» Work instructions
Look through the entries for the line containing "What data does". Then output that line and every line after it, exactly, to the end.
• • •
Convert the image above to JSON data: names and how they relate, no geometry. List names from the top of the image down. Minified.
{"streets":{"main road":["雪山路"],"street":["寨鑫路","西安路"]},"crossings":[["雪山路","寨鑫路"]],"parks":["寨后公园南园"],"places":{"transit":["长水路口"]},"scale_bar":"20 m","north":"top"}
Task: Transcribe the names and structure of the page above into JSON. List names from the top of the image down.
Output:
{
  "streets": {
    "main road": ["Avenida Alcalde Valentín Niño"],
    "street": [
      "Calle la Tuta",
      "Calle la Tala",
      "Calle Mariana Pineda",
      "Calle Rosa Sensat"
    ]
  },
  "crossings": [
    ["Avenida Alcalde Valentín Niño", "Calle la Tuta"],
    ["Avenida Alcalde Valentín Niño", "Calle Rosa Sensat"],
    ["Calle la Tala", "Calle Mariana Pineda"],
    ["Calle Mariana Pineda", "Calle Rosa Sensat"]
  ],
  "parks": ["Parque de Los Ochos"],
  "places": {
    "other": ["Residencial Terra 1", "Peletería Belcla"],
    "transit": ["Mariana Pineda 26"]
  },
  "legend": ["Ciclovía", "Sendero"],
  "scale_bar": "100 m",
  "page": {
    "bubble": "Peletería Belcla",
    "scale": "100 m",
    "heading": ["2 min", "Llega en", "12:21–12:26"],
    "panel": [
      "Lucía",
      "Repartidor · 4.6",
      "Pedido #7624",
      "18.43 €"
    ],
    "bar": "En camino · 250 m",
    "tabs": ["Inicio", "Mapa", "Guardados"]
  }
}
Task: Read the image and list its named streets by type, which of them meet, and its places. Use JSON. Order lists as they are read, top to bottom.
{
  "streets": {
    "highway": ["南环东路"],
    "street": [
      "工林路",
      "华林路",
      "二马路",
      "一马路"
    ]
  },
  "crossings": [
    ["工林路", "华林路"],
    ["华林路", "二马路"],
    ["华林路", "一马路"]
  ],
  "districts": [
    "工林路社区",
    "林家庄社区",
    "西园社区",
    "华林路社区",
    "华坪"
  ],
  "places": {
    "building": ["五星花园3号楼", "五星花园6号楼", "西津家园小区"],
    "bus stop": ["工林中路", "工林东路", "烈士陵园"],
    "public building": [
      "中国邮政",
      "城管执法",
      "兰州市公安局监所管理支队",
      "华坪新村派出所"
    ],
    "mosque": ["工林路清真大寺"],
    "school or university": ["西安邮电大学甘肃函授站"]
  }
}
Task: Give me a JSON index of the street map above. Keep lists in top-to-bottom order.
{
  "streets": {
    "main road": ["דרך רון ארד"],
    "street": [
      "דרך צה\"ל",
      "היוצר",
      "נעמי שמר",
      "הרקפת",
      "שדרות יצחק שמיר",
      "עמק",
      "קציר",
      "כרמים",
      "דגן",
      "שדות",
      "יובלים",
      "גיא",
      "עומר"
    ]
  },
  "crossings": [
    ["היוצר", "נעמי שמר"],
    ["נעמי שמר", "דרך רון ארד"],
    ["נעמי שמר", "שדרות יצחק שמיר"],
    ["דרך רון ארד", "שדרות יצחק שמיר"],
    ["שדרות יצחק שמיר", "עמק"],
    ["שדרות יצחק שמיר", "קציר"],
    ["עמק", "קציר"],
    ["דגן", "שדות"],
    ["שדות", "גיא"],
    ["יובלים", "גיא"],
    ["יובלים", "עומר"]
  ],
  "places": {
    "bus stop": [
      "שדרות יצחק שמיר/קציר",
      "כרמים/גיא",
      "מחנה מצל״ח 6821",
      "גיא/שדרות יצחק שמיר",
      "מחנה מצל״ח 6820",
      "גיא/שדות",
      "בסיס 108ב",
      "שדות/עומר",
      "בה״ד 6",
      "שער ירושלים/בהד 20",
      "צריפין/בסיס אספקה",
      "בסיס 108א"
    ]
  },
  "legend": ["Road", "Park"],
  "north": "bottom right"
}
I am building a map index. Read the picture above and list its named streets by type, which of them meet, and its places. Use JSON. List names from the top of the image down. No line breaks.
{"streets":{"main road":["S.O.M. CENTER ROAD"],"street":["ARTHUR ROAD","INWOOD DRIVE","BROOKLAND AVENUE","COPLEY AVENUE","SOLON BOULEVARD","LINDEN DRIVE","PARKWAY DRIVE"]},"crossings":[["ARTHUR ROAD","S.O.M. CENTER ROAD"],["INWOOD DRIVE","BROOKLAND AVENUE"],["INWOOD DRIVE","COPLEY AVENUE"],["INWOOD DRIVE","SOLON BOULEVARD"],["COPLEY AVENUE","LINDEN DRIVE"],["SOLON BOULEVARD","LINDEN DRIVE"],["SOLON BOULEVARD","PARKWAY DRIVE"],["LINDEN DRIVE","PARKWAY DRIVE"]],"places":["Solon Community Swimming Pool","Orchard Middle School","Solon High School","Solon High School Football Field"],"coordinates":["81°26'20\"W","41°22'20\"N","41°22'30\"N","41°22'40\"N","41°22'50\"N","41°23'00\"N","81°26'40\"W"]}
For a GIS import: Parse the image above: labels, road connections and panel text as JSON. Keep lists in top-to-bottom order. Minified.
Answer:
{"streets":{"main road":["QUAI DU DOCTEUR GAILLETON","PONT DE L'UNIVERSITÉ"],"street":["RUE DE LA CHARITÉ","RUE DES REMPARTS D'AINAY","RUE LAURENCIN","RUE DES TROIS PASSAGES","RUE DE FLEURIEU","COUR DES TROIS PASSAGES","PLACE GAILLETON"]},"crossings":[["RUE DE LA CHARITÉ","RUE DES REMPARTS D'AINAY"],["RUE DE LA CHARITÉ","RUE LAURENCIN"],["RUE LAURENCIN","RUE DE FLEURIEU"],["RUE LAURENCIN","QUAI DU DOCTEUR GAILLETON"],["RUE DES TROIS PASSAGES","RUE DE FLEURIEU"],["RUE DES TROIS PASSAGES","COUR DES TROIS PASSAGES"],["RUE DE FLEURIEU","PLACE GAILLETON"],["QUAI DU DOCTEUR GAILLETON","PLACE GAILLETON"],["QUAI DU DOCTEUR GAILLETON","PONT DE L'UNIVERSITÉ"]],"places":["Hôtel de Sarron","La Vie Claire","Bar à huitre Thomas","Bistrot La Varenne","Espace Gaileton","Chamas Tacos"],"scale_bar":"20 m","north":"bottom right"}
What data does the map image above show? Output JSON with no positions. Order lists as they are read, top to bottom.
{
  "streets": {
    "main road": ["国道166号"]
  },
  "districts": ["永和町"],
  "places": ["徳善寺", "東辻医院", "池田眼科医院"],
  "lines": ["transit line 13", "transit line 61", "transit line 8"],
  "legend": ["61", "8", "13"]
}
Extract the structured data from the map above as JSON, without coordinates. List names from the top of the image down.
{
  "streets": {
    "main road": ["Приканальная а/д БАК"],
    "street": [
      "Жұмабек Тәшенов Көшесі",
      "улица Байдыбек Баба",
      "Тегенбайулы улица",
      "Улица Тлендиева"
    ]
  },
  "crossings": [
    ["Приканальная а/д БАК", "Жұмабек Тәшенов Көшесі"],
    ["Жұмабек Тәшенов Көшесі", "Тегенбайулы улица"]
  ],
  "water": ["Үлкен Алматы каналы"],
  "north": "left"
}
• • •
» Reply
What data does the map image above show? Output JSON with no positions. Order lists as they are read, top to bottom.
{
  "streets": {
    "main road": ["国道166号"]
  },
  "districts": ["永和町"],
  "places": ["徳善寺", "東辻医院", "池田眼科医院"],
  "lines": ["transit line 13", "transit line 61", "transit line 8"],
  "legend": ["61", "8", "13"]
}
Extract the structured data from the map above as JSON, without coordinates. List names from the top of the image down.
{
  "streets": {
    "main road": ["Приканальная а/д БАК"],
    "street": [
      "Жұмабек Тәшенов Көшесі",
      "улица Байдыбек Баба",
      "Тегенбайулы улица",
      "Улица Тлендиева"
    ]
  },
  "crossings": [
    ["Приканальная а/д БАК", "Жұмабек Тәшенов Көшесі"],
    ["Жұмабек Тәшенов Көшесі", "Тегенбайулы улица"]
  ],
  "water": ["Үлкен Алматы каналы"],
  "north": "left"
}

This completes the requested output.